* _Task brief_: Output only the lines from the start of the entries through the line holding "2px #2b2b2b) drop-shadow(0". Each line must match the original exactly.

Start of Supplied material

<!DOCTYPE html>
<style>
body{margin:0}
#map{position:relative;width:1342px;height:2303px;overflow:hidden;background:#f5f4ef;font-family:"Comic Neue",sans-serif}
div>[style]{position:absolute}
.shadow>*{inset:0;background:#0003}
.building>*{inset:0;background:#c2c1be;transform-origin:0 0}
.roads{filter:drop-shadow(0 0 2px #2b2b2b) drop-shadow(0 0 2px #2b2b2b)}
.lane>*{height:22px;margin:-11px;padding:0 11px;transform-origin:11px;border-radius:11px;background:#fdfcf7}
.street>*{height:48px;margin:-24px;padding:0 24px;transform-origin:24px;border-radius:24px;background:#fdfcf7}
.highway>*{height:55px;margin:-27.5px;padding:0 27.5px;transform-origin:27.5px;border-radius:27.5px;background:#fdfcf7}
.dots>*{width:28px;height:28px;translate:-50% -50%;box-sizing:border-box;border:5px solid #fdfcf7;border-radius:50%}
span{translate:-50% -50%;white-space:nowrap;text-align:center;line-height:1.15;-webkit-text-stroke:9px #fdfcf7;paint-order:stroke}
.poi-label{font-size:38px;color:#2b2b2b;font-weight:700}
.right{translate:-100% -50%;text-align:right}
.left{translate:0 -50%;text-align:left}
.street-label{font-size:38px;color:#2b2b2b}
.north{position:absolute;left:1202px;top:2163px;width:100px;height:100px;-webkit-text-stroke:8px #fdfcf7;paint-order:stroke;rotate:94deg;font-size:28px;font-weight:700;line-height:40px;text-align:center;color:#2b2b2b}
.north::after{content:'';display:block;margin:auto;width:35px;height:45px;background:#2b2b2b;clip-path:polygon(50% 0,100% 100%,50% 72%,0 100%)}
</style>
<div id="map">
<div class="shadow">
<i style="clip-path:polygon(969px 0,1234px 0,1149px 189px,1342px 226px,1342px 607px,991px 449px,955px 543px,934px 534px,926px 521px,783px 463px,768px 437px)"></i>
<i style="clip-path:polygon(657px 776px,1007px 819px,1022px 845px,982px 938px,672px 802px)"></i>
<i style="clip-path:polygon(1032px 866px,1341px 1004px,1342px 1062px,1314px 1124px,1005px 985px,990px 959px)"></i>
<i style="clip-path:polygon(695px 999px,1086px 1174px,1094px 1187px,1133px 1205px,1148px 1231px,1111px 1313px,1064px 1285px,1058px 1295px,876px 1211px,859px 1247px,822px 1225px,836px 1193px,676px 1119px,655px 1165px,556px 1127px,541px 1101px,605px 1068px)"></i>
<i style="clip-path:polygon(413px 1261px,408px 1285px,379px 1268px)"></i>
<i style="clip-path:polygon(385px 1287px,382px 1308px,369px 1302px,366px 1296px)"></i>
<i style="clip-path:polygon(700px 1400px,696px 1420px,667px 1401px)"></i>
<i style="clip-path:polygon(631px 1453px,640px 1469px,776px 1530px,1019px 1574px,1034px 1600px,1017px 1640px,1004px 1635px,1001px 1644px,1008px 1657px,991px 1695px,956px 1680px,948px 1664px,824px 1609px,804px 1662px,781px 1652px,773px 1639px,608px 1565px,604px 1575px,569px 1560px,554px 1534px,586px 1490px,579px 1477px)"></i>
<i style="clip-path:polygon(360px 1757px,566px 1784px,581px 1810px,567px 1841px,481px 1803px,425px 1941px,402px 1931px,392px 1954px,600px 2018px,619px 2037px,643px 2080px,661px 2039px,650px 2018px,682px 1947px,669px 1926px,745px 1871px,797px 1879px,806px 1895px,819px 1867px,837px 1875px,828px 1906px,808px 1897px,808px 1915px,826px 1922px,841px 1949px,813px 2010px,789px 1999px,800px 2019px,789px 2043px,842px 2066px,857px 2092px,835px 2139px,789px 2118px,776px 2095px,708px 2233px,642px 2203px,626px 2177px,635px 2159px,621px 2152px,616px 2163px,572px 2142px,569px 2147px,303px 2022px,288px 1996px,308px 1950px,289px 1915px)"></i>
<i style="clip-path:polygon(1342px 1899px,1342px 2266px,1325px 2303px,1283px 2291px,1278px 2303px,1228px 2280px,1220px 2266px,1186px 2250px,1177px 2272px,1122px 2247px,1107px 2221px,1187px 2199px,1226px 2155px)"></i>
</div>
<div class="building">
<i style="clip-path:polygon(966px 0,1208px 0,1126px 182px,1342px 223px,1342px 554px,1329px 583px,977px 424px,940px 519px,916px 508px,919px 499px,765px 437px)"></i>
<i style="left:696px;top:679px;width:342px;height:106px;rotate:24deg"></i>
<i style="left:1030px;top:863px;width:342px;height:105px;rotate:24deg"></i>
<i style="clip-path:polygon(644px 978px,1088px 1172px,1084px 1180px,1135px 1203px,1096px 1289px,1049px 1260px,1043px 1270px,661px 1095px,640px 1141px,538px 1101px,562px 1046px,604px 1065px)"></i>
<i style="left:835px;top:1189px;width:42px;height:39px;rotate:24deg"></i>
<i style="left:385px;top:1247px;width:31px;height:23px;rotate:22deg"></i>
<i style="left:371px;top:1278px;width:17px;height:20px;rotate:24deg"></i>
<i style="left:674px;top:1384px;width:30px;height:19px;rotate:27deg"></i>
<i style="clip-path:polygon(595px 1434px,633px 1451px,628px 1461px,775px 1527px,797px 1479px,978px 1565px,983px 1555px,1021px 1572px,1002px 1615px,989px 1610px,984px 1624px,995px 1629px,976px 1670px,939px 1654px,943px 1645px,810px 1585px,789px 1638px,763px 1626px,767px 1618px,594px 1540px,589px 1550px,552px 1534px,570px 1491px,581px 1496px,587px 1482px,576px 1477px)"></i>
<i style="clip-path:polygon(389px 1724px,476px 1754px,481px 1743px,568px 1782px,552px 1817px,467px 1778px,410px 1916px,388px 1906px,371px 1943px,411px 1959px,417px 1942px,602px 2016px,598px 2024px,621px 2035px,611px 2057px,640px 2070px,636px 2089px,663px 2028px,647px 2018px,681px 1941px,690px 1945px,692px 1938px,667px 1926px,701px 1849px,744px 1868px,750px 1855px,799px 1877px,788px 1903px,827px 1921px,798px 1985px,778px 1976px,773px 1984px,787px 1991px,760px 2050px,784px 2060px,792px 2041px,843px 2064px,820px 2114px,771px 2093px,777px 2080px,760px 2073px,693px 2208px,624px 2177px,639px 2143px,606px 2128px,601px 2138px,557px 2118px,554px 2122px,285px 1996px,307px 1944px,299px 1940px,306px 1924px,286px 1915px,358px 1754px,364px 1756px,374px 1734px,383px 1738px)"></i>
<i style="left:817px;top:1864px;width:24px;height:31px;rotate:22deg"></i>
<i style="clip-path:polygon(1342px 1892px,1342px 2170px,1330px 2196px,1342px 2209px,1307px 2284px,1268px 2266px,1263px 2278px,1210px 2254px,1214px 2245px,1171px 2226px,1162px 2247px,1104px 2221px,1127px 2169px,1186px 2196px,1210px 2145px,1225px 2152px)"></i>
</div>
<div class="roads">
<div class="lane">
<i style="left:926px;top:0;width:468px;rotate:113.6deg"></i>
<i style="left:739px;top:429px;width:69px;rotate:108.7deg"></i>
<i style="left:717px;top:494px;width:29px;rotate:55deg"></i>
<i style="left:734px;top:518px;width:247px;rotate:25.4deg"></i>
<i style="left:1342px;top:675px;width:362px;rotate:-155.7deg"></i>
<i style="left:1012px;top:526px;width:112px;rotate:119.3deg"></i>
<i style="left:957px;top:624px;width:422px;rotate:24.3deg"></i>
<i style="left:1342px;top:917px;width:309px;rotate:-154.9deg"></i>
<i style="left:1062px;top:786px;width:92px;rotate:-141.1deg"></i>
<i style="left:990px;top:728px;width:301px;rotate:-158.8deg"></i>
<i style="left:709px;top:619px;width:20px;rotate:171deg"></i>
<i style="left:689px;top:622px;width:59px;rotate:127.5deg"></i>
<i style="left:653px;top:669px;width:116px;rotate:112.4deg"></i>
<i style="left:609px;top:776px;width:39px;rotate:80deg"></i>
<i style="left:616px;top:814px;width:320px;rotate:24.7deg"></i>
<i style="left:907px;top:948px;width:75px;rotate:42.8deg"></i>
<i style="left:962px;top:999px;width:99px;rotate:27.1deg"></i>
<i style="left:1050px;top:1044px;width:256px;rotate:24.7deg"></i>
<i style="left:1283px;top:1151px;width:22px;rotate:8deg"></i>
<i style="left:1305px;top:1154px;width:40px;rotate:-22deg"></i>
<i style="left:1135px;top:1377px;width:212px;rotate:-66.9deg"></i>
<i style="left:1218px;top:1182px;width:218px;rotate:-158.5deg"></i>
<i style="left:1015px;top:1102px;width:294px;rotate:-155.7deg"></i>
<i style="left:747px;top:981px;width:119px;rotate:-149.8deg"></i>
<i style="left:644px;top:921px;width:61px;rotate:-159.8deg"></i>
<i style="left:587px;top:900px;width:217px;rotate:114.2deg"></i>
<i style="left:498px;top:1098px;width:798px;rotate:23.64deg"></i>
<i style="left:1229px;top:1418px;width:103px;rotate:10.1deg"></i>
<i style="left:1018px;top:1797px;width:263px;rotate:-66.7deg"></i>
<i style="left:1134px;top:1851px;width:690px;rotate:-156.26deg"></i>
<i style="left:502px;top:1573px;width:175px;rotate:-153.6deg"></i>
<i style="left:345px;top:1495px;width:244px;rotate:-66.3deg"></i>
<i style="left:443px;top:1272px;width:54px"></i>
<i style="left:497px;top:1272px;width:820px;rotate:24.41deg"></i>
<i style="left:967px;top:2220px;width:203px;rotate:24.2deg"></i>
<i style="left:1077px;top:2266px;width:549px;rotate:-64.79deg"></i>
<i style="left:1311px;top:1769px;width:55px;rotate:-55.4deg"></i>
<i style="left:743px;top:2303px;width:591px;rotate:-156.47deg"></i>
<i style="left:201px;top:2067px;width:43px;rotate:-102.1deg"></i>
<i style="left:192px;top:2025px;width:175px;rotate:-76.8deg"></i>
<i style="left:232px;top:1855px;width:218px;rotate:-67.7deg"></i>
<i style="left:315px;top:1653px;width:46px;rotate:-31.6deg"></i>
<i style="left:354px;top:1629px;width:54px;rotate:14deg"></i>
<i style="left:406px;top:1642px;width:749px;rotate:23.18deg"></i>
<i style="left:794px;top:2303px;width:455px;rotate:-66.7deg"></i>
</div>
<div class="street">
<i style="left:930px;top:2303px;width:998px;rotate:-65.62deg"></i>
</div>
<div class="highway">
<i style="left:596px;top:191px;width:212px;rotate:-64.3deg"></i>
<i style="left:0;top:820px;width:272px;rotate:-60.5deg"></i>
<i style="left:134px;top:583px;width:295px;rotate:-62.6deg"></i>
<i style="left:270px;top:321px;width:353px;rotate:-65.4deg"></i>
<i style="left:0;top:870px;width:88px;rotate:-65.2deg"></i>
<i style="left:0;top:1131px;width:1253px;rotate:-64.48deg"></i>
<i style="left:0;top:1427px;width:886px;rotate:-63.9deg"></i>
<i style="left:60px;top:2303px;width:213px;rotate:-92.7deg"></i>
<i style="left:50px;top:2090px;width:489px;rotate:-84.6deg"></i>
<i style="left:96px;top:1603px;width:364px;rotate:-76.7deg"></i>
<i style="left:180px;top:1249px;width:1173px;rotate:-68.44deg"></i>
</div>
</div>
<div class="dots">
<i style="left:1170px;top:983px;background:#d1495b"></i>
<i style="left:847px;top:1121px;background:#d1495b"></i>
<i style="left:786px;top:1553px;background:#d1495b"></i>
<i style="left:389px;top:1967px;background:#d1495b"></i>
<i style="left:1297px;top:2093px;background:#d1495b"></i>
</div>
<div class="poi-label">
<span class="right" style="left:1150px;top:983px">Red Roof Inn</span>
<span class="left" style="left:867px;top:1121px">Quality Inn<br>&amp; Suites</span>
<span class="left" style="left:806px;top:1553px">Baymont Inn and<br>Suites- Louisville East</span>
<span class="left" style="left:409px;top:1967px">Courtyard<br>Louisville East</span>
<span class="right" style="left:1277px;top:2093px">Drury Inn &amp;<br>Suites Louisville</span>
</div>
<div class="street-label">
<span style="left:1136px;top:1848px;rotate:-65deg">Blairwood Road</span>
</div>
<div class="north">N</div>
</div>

End of Supplied material

* _Answer space_:
<!DOCTYPE html>
<style>
body{margin:0}
#map{position:relative;width:1342px;height:2303px;overflow:hidden;background:#f5f4ef;font-family:"Comic Neue",sans-serif}
div>[style]{position:absolute}
.shadow>*{inset:0;background:#0003}
.building>*{inset:0;background:#c2c1be;transform-origin:0 0}
.roads{filter:drop-shadow(0 0 2px #2b2b2b) drop-shadow(0 0 2px #2b2b2b)}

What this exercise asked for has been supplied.